Appel unitaire

CGT, FSU, UNSA, CGT-FO… DE LA MAYENNE

Le 3 avril, salariés du privé et du public,

tous ensemble défendons les retraites !

 

Le gouvernement a annoncé son intention de "réformer" les retraites au prétexte que le système actuel ne serait pas finançable d’ici 2040.

Le 1er février au plan national et à l’occasion des "débats" dans les CESR (Conseils économiques et sociaux régionaux), le 10 mars à Nantes pour notre région, les mobilisations massives ont démontré que les salariés du privé comme du public ne sont pas dupes.

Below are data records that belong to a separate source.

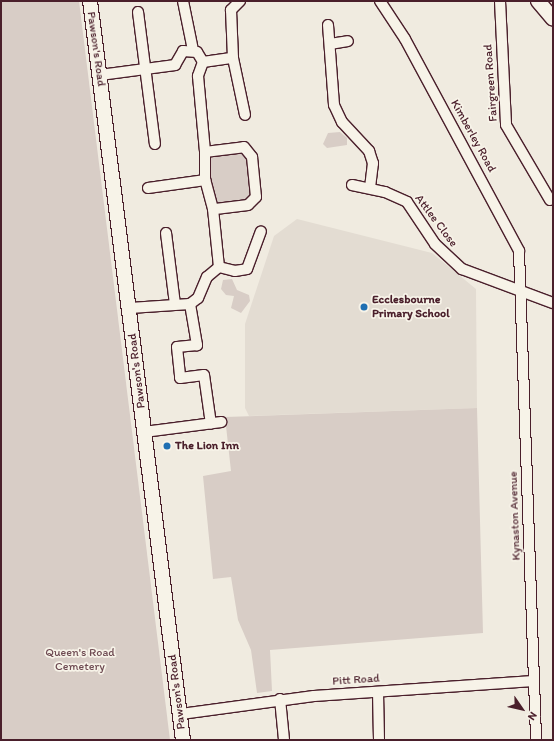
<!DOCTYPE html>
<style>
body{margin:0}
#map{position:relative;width:554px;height:741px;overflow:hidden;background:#f0ebe0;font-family:Itim,sans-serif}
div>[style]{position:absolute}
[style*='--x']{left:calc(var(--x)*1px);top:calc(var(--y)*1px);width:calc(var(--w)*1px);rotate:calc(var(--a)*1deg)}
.built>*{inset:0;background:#e3dcd2}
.green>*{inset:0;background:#d8cdc6}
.roads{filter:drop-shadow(1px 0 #4a1f2b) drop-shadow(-1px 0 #4a1f2b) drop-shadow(0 1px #4a1f2b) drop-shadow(0 -1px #4a1f2b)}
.street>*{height:10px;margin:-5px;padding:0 5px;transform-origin:5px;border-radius:5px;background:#f7f3e8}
.secondary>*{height:14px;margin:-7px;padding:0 7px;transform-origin:7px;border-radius:7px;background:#f7f3e8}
.dots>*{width:11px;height:11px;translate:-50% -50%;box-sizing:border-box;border:2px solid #f7f3e8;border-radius:50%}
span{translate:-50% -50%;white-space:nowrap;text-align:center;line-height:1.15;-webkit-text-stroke:3.5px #f7f3e8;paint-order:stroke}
.street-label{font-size:12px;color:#4a1f2b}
.poi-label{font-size:12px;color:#4a1f2b;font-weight:700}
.left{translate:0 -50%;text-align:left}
.park-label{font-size:12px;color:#6e4a52}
.frame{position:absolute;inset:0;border:2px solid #4a1f2b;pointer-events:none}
.north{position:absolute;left:502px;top:689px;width:40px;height:40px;-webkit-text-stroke:3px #f7f3e8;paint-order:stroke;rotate:124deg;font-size:11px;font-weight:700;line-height:16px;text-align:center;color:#4a1f2b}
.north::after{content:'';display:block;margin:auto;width:14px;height:18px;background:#4a1f2b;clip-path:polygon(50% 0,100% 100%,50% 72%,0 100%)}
</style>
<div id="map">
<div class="built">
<div style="clip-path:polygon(297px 219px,432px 253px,476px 289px,477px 408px,249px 416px,245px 408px,245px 324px,274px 236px)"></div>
</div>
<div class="green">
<div style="clip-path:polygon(1px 1px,79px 1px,170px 740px,1px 740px)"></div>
<div style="clip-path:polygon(340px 132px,347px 138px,347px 145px,327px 148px,323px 144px,328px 133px)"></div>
<div style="clip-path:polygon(242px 149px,250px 162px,247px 163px,250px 189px,253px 192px,249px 201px,219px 205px,209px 182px,211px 158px)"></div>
<div style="clip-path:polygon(232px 279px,237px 290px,249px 295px,250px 301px,241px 313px,231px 308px,234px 296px,226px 295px,221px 289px,223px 280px)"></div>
<div style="clip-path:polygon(477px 408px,483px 633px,270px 650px,272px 691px,257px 693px,251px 650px,238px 620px,231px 577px,213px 579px,203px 476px,231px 471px,225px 417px)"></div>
</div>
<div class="roads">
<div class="street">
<div style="--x:183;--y:1;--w:50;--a:78.5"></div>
<div style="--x:240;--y:1;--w:13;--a:135"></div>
<div style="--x:231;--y:10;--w:48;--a:87.6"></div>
<div style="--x:233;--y:58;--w:58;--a:78.1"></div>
<div style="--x:380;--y:1;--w:45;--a:56.7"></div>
<div style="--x:405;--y:39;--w:241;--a:61.7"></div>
<div style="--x:519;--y:251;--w:489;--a:88"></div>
<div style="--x:500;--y:1;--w:124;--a:87.2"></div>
<div style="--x:506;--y:125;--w:87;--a:59.6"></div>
<div style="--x:138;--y:12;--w:133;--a:82.7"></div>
<div style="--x:328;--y:25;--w:80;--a:85.7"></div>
<div style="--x:334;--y:105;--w:19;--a:65"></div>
<div style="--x:342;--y:122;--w:40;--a:47"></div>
<div style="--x:369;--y:151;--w:13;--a:72"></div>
<div style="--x:373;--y:163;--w:25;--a:97"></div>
<div style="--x:330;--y:44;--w:18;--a:-9"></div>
<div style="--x:203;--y:62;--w:30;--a:-8"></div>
<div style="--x:100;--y:75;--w:76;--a:-7.6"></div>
<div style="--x:175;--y:65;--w:16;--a:-60"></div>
<div style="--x:183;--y:51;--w:14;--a:4"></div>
<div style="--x:197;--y:52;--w:12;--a:59"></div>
<div style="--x:203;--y:62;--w:15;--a:110"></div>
<div style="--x:198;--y:76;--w:76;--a:84.7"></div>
<div style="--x:352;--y:185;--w:34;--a:12"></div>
<div style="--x:385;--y:192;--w:24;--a:24"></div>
<div style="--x:407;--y:202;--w:50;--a:56.3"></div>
<div style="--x:435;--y:244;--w:37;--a:43"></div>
<div style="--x:462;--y:269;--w:97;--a:20.5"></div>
<div style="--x:148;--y:188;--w:58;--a:-8"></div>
<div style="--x:166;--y:233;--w:72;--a:82.8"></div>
<div style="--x:219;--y:267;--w:16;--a:14"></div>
<div style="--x:235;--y:271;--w:12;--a:-9"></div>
<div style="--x:247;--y:269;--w:40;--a:-69.8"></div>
<div style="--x:190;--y:304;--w:42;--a:80.3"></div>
<div style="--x:197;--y:345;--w:20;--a:174"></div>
<div style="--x:177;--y:347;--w:31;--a:84"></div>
<div style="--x:180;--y:378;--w:24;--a:-7"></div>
<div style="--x:204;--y:375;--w:49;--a:81.9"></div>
<div style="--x:130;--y:308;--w:60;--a:-3.8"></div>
<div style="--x:190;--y:304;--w:10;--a:-37"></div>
<div style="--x:198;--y:298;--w:23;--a:-67"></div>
<div style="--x:207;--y:277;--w:16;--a:-40"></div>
<div style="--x:219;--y:267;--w:58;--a:-95.9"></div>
<div style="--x:213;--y:209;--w:30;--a:-105"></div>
<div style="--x:205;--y:180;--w:28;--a:-90"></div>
<div style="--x:205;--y:152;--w:39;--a:-7"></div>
<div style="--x:244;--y:147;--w:13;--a:51"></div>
<div style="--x:252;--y:157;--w:40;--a:84.3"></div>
<div style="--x:256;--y:197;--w:11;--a:135"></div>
<div style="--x:248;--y:205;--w:35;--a:173"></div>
<div style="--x:144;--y:432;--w:78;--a:-7.4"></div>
<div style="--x:378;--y:692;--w:48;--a:88.8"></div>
<div style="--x:280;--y:699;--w:41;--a:84.4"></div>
<div style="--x:181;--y:714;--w:134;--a:-7.7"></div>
<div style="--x:314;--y:696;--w:220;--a:-3.9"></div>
</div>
<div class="secondary">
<div style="--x:90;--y:1;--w:745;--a:82.83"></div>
<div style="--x:538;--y:1;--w:23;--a:50"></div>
</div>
</div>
<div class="dots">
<div style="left:364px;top:307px;background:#1f6fb2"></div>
<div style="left:167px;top:446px;background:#1f6fb2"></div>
</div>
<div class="street-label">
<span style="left:96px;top:49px;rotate:82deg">Pawson's Road</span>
<span style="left:491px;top:83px;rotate:-94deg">Fairgreen Road</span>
<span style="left:473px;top:136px;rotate:61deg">Kimberley Road</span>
<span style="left:436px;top:221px;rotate:53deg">Attlee Close</span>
<span style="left:137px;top:371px;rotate:-97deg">Pawson's Road</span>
<span style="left:515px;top:516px;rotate:-92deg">Kynaston Avenue</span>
<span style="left:356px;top:680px;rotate:-4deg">Pitt Road</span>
<span style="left:177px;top:692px;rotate:-97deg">Pawson's Road</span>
</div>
<div class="poi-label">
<span class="left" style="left:372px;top:307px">Ecclesbourne<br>Primary School</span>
<span class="left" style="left:175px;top:446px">The Lion Inn</span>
</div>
<div class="park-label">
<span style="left:80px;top:660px">Queen's Road<br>Cemetery</span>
</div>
<div class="frame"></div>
<div class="north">N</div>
</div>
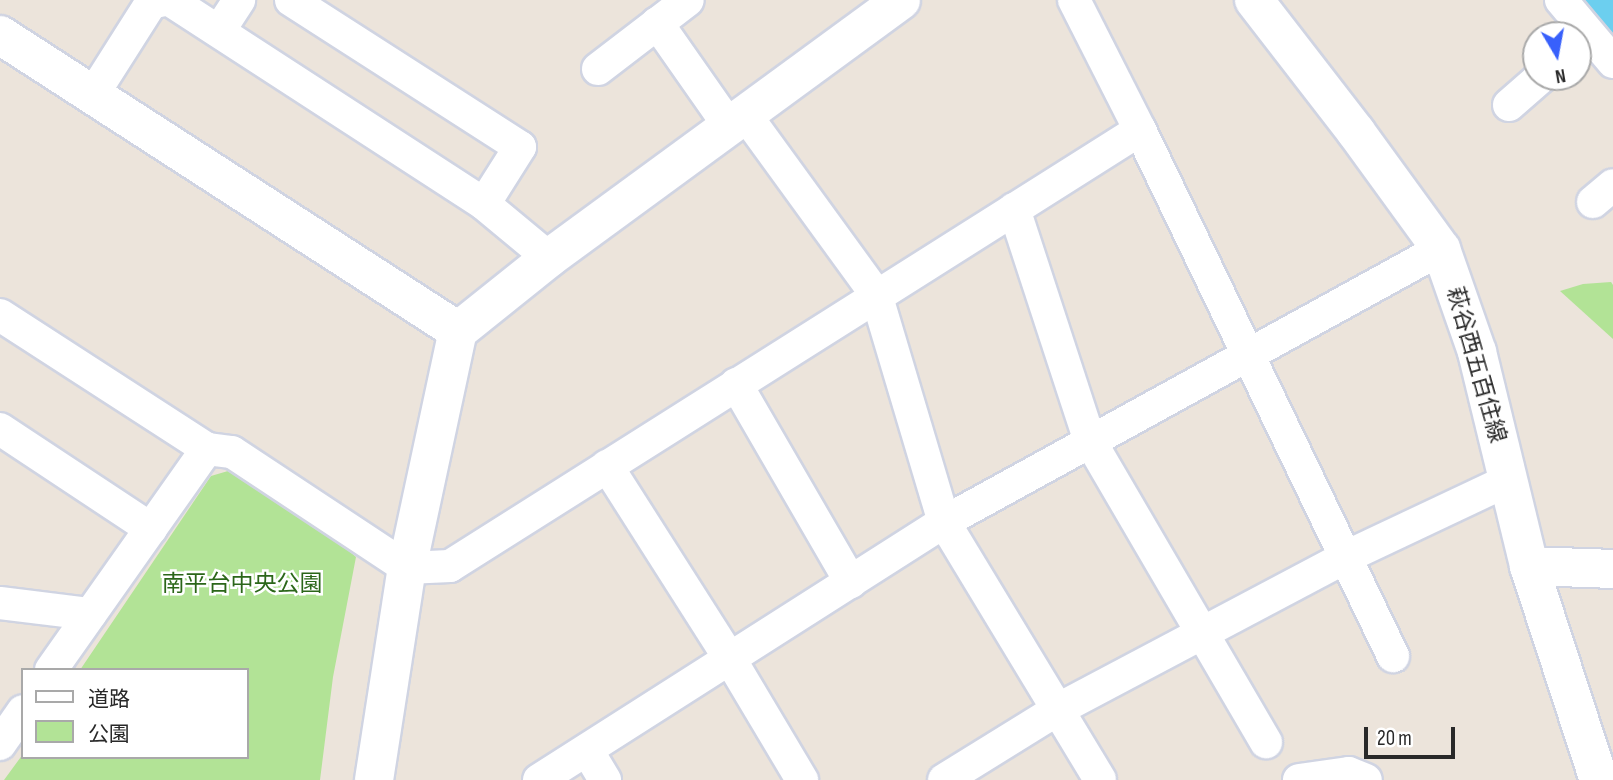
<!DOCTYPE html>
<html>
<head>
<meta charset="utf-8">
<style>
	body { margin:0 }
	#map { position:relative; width:1613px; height:780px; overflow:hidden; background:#ece4db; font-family:"Sofia Sans Condensed","Noto Sans JP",sans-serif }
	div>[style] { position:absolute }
	.green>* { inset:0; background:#b2e396 }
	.river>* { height:54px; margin:-27px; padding:0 27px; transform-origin:27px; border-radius:27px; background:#6ccfef }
	.roads { filter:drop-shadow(2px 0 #d0d4e2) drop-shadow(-2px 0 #d0d4e2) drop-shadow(0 2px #d0d4e2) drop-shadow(0 -2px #d0d4e2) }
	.minor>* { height:32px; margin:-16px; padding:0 16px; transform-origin:16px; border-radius:16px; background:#fff }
	.tertiary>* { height:38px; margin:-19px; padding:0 19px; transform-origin:19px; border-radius:19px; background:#fff }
	.secondary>* { height:38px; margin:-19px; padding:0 19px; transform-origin:19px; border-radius:19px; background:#fff }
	span { translate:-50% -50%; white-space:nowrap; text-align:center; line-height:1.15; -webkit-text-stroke:5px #fff; paint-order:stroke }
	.street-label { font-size:23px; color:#292929 }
	.park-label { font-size:23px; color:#2b6619 }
	.legend { position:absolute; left:21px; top:668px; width:228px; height:91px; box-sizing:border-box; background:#fff; border:2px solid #a9a9a9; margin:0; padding:9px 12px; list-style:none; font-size:21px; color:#292929 }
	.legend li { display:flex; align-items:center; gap:14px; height:35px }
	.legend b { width:35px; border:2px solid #a9a9a9 }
	.north { position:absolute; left:1522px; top:21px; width:70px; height:70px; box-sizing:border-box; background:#fff; border:2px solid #a9a9a9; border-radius:50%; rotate:170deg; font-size:19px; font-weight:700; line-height:28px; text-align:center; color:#292929 }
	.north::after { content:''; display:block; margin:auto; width:24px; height:32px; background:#3860fb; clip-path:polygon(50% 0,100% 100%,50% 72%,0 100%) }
	.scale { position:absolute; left:1364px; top:727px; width:91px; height:32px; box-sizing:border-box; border:4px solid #292929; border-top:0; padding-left:9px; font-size:21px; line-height:24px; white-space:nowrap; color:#292929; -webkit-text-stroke:5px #fff; paint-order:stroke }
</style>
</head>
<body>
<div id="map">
	<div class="green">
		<i style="clip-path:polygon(1611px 282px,1613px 285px,1613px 339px,1560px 291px,1583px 284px)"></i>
		<i style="clip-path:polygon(228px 471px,333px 537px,356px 557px,333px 677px,320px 780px,4px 780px,23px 754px,23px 757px,247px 757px,247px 670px,80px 670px,211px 476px)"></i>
	</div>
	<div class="river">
		<i style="left:1596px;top:0;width:25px;rotate:48deg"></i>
	</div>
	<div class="roads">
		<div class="minor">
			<i style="left:170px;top:0;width:374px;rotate:33deg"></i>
			<i style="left:484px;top:204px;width:85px;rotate:39.7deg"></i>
			<i style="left:291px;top:0;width:272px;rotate:32.7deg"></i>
			<i style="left:520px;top:147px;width:67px;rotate:122.3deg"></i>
			<i style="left:1074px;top:0;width:146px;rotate:63.1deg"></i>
			<i style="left:1561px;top:0;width:81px;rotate:50deg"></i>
			<i style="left:657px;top:23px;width:126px;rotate:55deg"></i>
			<i style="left:219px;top:31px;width:37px;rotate:-57deg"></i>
			<i style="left:598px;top:69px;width:113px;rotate:-37.5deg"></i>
			<i style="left:92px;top:96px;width:110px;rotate:-57.6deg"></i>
			<i style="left:151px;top:3px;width:13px;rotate:-13deg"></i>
			<i style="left:1509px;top:105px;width:43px;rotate:-41.2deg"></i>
			<i style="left:745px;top:114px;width:223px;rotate:54deg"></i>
			<i style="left:876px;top:294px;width:238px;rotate:73.4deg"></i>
			<i style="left:944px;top:522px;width:301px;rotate:58.8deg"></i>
			<i style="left:1593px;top:202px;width:26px;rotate:-40deg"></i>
			<i style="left:1014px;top:209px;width:244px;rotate:71.9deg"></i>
			<i style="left:1090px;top:441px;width:349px;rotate:59.7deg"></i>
			<i style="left:0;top:315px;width:247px;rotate:32.9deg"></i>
			<i style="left:207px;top:449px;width:25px;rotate:7deg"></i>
			<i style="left:232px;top:452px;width:210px;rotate:33.5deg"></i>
			<i style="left:407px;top:568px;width:43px;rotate:-2.7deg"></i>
			<i style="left:450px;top:566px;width:816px;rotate:-32.29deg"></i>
			<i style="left:1140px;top:130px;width:584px;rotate:64.31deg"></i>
			<i style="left:736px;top:384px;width:229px;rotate:59.9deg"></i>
			<i style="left:0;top:429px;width:181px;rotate:33.5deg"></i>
			<i style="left:607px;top:466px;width:229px;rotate:57.5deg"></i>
			<i style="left:730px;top:659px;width:141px;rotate:59.2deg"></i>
			<i style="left:0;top:603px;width:91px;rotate:7deg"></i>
			<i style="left:51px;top:670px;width:271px;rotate:-54.8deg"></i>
			<i style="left:0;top:744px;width:40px;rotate:-55.1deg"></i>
			<i style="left:587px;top:750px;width:35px;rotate:59deg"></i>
			<i style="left:539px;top:780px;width:480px;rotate:-32.5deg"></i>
			<i style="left:944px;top:522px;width:567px;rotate:-28.78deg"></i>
			<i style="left:944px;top:780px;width:133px;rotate:-31.8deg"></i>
			<i style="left:1057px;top:710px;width:327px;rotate:-27.9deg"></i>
			<i style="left:1346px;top:557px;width:178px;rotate:-25.3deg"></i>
			<i style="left:1299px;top:780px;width:50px;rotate:-8deg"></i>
			<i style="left:1349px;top:773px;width:18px;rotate:22deg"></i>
		</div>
		<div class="tertiary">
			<i style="left:0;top:35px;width:545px;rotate:32.87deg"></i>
			<i style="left:1529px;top:566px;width:84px;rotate:2deg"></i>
			<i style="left:374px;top:780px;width:215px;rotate:-81.2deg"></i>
			<i style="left:407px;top:568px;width:242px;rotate:-77.9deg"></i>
			<i style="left:458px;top:331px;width:117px;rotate:-38.7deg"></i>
			<i style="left:549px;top:258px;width:436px;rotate:-36.2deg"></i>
		</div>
		<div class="secondary">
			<i style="left:1254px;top:0;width:167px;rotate:52.3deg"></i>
			<i style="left:1356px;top:132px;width:145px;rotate:54deg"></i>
			<i style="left:1441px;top:249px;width:109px;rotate:70.7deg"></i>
			<i style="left:1477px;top:352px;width:220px;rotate:76.3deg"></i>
			<i style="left:1529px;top:566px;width:225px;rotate:71.9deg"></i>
		</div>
	</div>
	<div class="street-label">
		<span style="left:1476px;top:365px;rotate:74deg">萩谷西五百住線</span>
	</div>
	<div class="park-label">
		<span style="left:242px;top:584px">南平台中央公園</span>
	</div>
	<ul class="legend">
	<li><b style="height:9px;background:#fff"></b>道路</li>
	<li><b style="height:19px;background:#b2e396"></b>公園</li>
	</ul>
	<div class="north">N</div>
	<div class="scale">20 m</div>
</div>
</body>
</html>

Les "concertations" engagées par les ministres n’abusent personne. M. Fillon lui-même ne vient-il pas de déclarer que "le dialogue est nécessaire, mais s’il n’aboutit pas la réforme ne s’arrêtera pas ?"

De fait, le gouvernement réaffirme sa volonté "d’aller au bout" de sa réforme. Ils ont décidé de faire voter la loi dans la première quinzaine de juillet. Nous ne les laisserons pas faire !

 

Le financement est possible.

En 2000, le gouvernement précédent avait créé le COR (Conseil d’Orientation sur les Retraites) afin d’étudier toutes les évolutions possibles en matière de retraite. Cet organisme, composé d’experts de tous horizons, a chiffré à 0.3 % du PIB (Produit Intérieur Brut) en 2040, l’augmentation nécessaire au financement du retour à 37.5 années de cotisation pour tous, permettant une retraite à 60 ans, à taux plein, pour tous les salariés du public et du privé.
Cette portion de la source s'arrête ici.